Daggart se acercó lentamente al monolito de caliza. A pesar de que se inclinaba hacia un lado como la torre de Pisa, estaba en perfecto estado. Incluso se veían restos de la pintura roja que los mayas habían empleado en su decoración.

Daggart pensaba aceleradamente mientras se aproximaba a la estela. Encontrarse con una era poco menos que un milagro, sobre todo en un lugar tan alejado de una ciudad importante. Las estelas solían colocarse al pie delas pirámides de los grandes centros ceremoniales, no en minúsculas aldeas compuestas por media docena de edificios. Eran muy difíciles de transportar, a fin de cuentas, y se creía que los mayas utilizaban un complicado sistema de cuerdas y troncos sólo para sacar los bloques de caliza de las canteras.

¿Había sido aquella estela lo que había empujado a Tingley a apoderarse del yacimiento? Si así era, ¿cómo sabía que estaba allí? Una cosa era evidente, en todo caso: Lyman Tingley había hecho un descubrimiento mayúsculo. En el mundo de la arqueología, el hallazgo de una estela maya sólo cedía en importancia a la aparición de una pirámide largo tiempo enterrada.

O al Quinto Códice.

Junto a la estela había una ceiba caída; Alberto pasó la mano por su corteza espinosa. Era un árbol descomunal para la península de Yucatán: desparramado sobre el suelo de la selva, medía casi quince metros de largo.

—¿El Gregory? —preguntó Alberto.

—Eso parece.

El otoño anterior, el huracán Gregory había golpeado Yucatán llevando consigo lluvias torrenciales y vientos atronadores. La tormenta, saltaba a la vista, había arrancado aquel árbol gigantesco como si fuera el corcho extraído de una botella de vino. Sin duda sus raíces habían circundado la estela durante generaciones: sólo la furia de un huracán de categoría tres había podido desenterrar lo que durante siglos había permanecido escondido.

Daggart podía imaginarse la primera visita de Tingley a la excavación después del huracán. Eso sí que era un golpe de suerte.

—No lo entiendo —dijo Alberto—. En ese artículo, el señor Tingley decía que una estela le había ayudado a encontrar el Quinto Códice, pero no que la estela estuviera aquí.

—Creo que lo hizo a propósito.

—¿Por qué?

—Porque el anuncio del descubrimiento de una estela habría sido como extender una invitación a saqueadores y buscadores de tesoros.

—Anuncia que ha descubierto el Quinto Códice, pero no menciona la existencia de una estela.

—Exacto.

—Para que nadie tenga la tentación de visitar el yacimiento.

—Eso es.

—Muy astuto —dijo Alberto con reticente admiración.

—No tanto, por lo visto. —¿De qué le había servido a Tingley todo aquel enredo de fábula?

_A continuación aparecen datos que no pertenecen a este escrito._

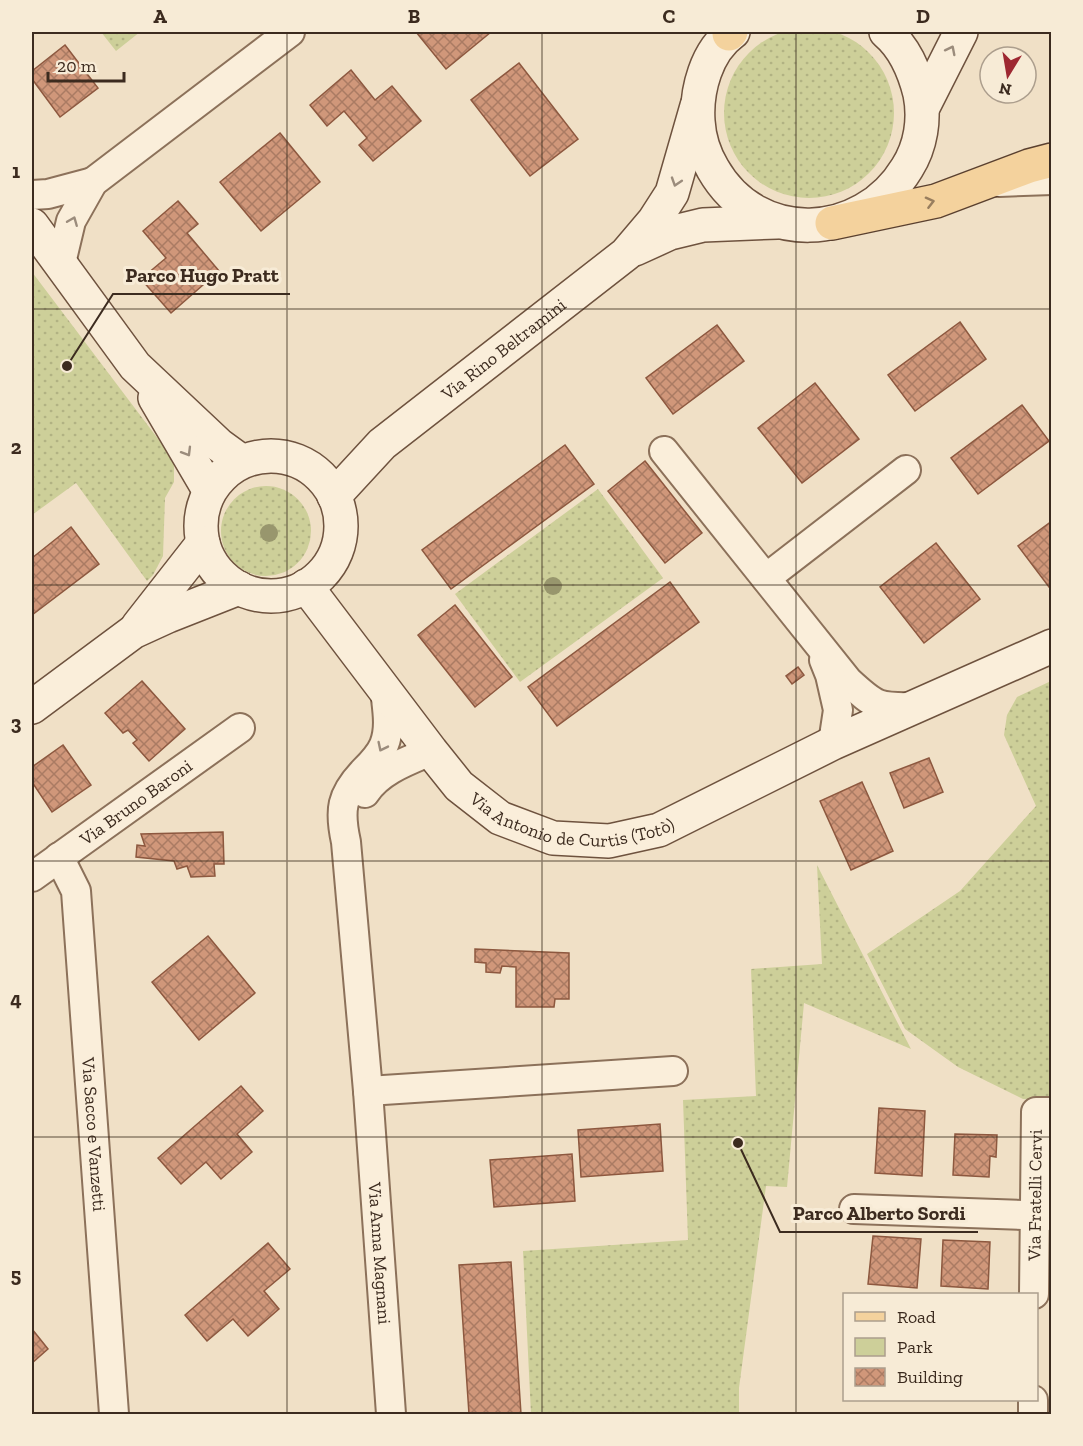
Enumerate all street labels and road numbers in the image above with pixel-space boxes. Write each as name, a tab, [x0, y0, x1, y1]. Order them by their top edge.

Al final, le habían dejado tirado en una playa para que se pudriera como un pescado.

Daggart recordó el breve artículo y las fotografías que Tingley había publicado en el National Geographic. De su lectura había deducido que la estela estaba en una de las grandes ciudades mayas y que sus jeroglíficos indicaban el camino hacia aquellas ruinas. En ningún momento tuvo la impresión de que la estela estuviera allí. Ahora comprendía que eso era justamente lo que se proponía Tingley.

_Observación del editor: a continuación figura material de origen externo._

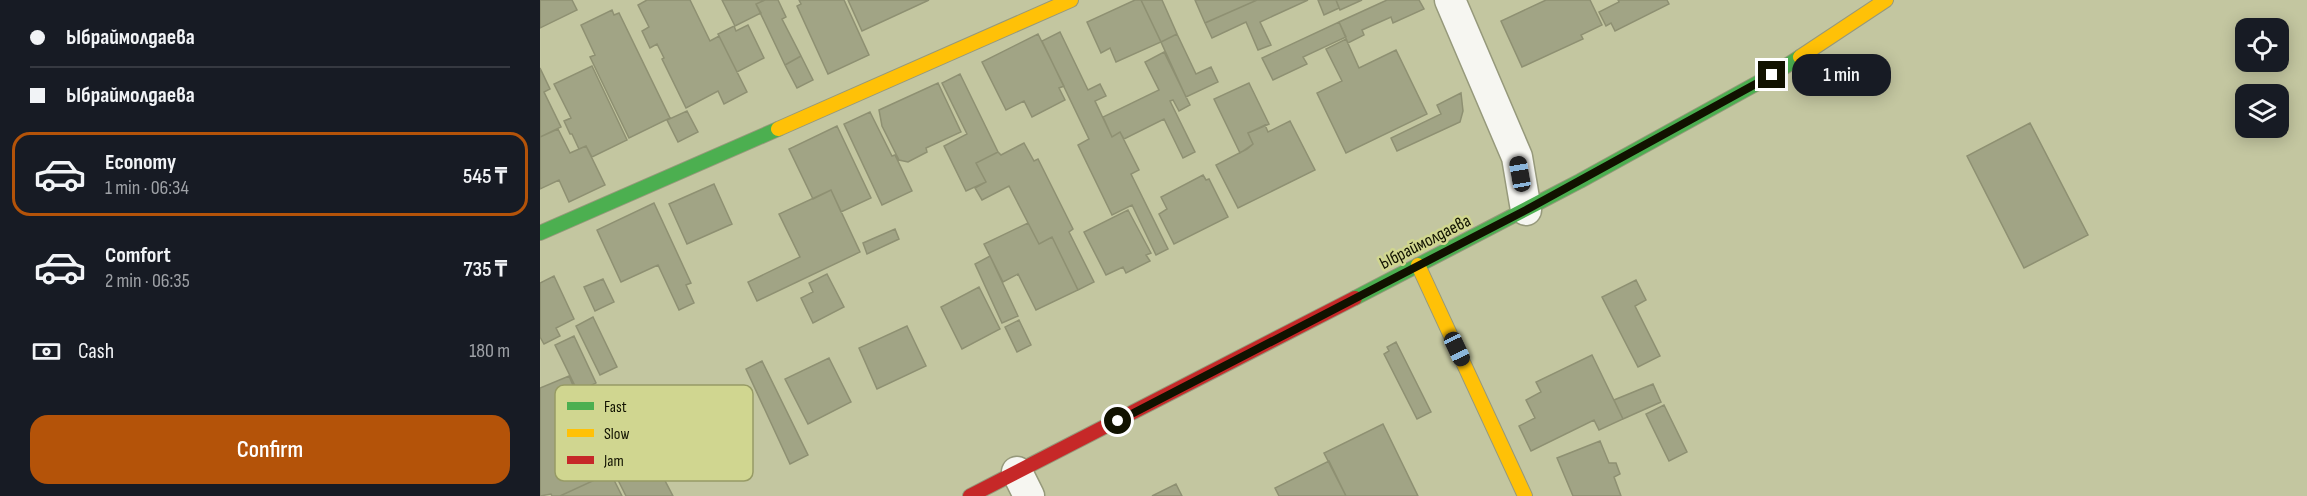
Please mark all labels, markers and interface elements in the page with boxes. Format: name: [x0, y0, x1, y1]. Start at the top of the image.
map controls: [2235, 18, 2289, 138]
button: locate: [2235, 18, 2289, 72]
text: Ыбраймолдаева: [66, 24, 195, 51]
callout: 1 min: [1793, 54, 1892, 96]
route end: [1758, 61, 1785, 88]
text: 1 min: [1823, 63, 1860, 87]
text: Ыбраймолдаева: [66, 82, 195, 109]
button: layers: [2235, 84, 2289, 138]
icon: car: [33, 147, 87, 201]
text: Economy: [105, 149, 176, 176]
car: [1508, 155, 1532, 193]
text: 545 ₸: [463, 163, 507, 190]
text: 1 min · 06:34: [105, 176, 189, 200]
street label: Ыбраймолдаева: [1376, 210, 1474, 274]
icon: car: [33, 240, 87, 294]
text: Comfort: [105, 242, 171, 269]
text: 735 ₸: [463, 256, 507, 283]
text: 2 min · 06:35: [105, 269, 190, 293]
car: [1441, 329, 1473, 369]
icon: cash: [30, 335, 63, 368]
text: Cash: [78, 338, 114, 365]
text: 180 m: [469, 339, 510, 363]
legend: [555, 385, 753, 481]
text: Fast: [604, 398, 627, 417]
route start: [1104, 407, 1131, 434]
button: Confirm: [30, 415, 510, 484]
text: Slow: [604, 425, 629, 444]
text: Jam: [603, 452, 624, 471]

—No me extraña que la excavación esté tan descuidada —comentó Alberto mirando a su alrededor—. Puso todas sus energías en esta estela.

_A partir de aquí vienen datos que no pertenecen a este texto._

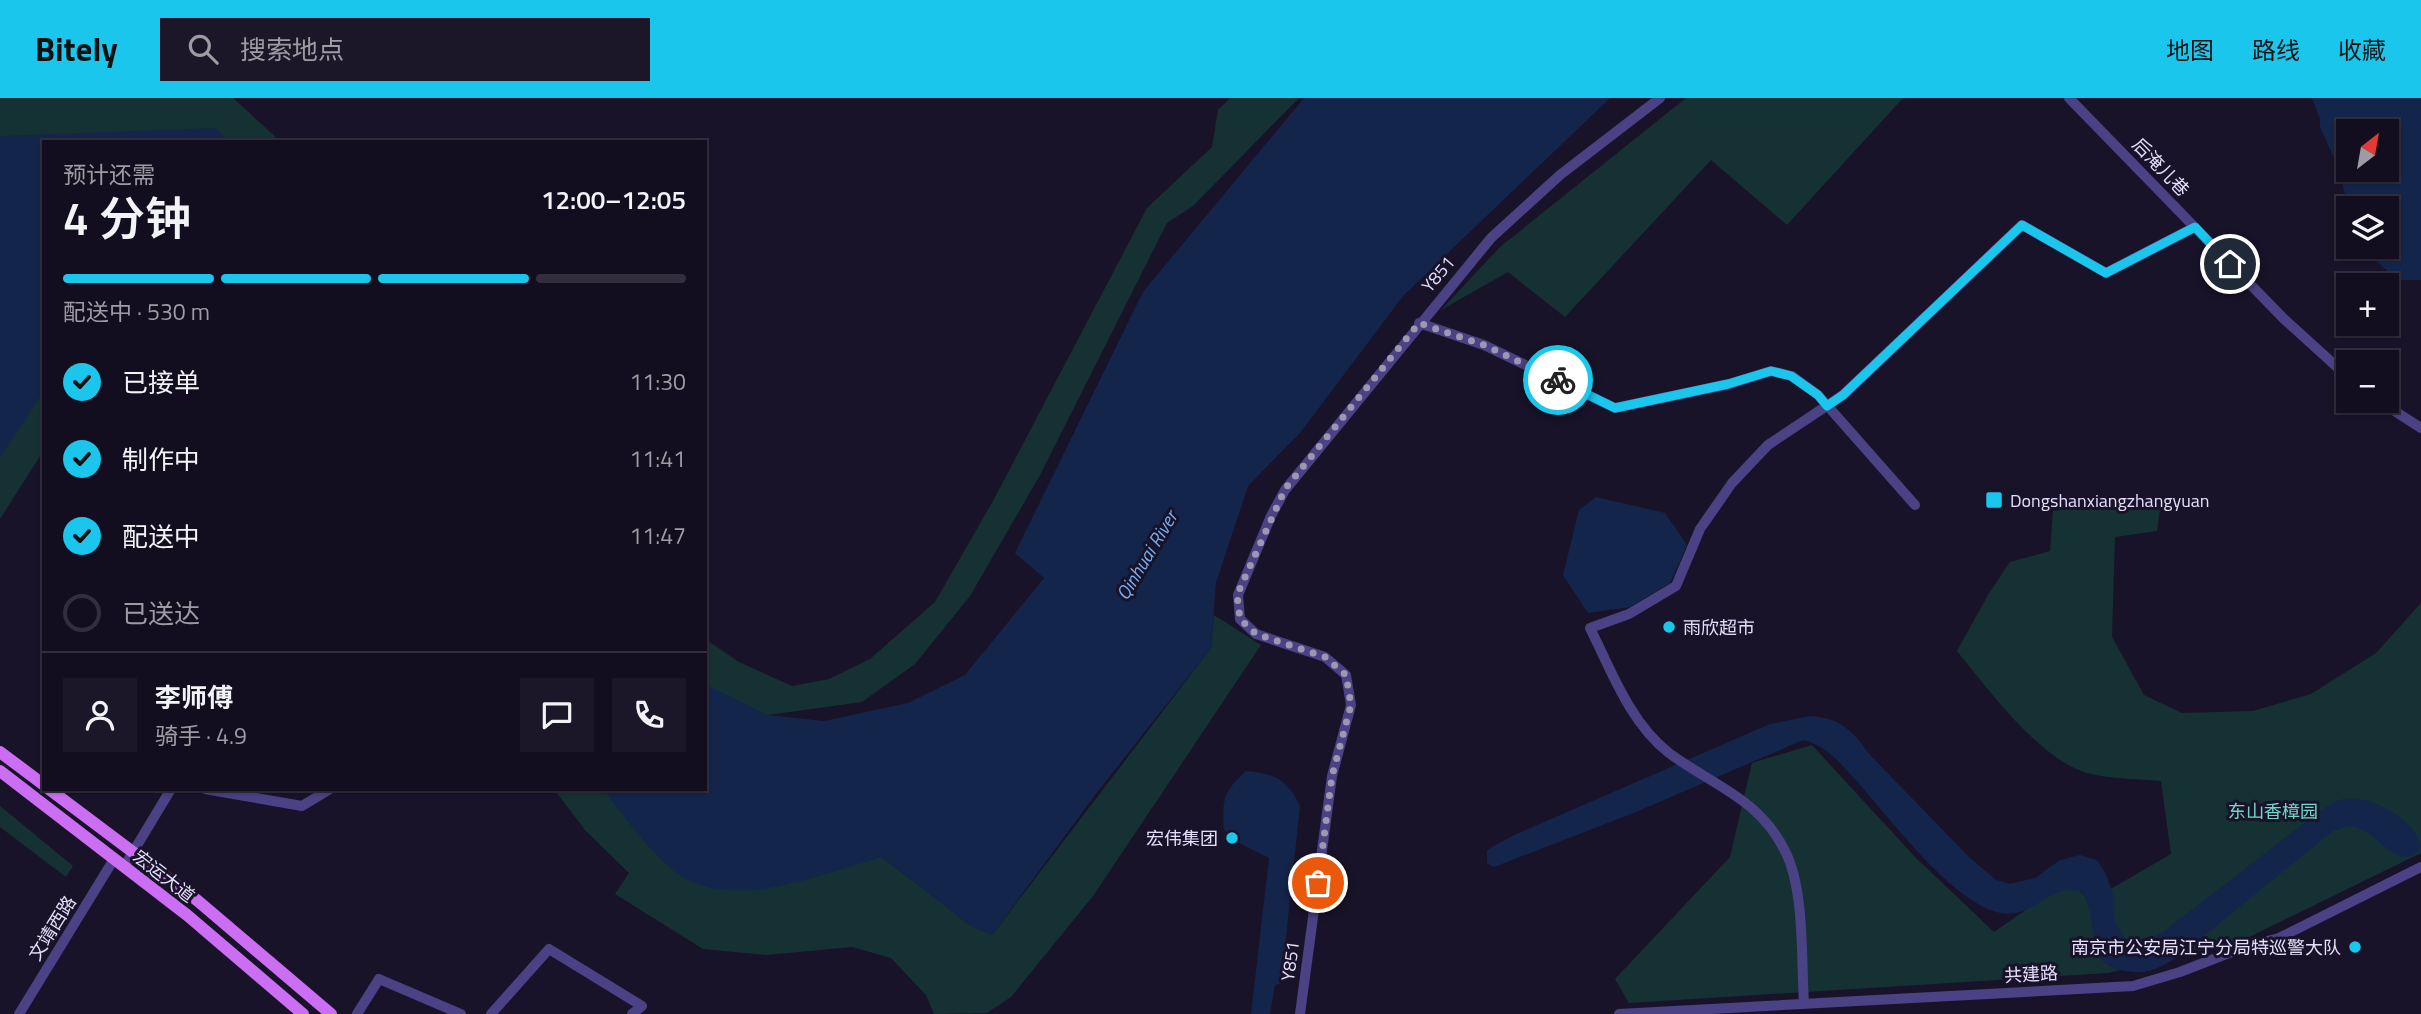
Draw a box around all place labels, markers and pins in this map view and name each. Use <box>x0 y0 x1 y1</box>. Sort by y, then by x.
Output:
pin <box>2200 234 2260 294</box>
place label: Dongshanxiangzhangyuan <box>2010 487 2210 514</box>
marker: Dongshanxiangzhangyuan <box>1984 490 2004 510</box>
place label: 雨欣超市 <box>1683 614 1755 641</box>
marker: 雨欣超市 <box>1661 619 1677 635</box>
place label: 宏伟集团 <box>1146 825 1218 852</box>
marker: 宏伟集团 <box>1224 830 1240 846</box>
pin <box>1288 853 1348 913</box>
place label: 南京市公安局江宁分局特巡警大队 <box>2071 934 2341 961</box>
marker: 南京市公安局江宁分局特巡警大队 <box>2347 939 2363 955</box>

—Es lo que habría hecho yo. —Estaba a punto de tocar la piedra cuando se detuvo de pronto. Había algo que le inquietaba, una idea vaga e insidiosa que le rondaba por la cabeza con la misma insistencia con que las moscas volaban alrededor del cadáver en descomposición.

Alberto notó su cambio de actitud.

—¿Qué pasa? —preguntó.

Daggart no supo qué responder. Ignoraba qué era lo que le inquietaba. Un momento después, lo entendió súbitamente: no era lo que veía, sino más bien lo que no veía.

Al recorrer el yacimiento con la mirada, se dio cuenta de que no había huellas de pisadas. Ni rastro de herramientas. El burdo cobertizo, con su tejado de chapa, estaba manifiestamente vacío. Allá donde mirara, pequeños retoños de vegetación asomaban de la tierra desbrozada, y hasta los hierbajos que salían del cráter amenazaban con asfixiar la estela como sierpes. La selva ansiaba recuperar lo que antes había sido suyo.

A Daggart se le aceleró el corazón. Comprendió que estaban en medio de un yacimiento abandonado. Nadie había puesto el pie allí desde hacía semanas, incluso meses, quizá.

Así pues, si Tingley no había estado allí ese verano, ¿dónde demonios se había metido? ¿Y qué había estado haciendo?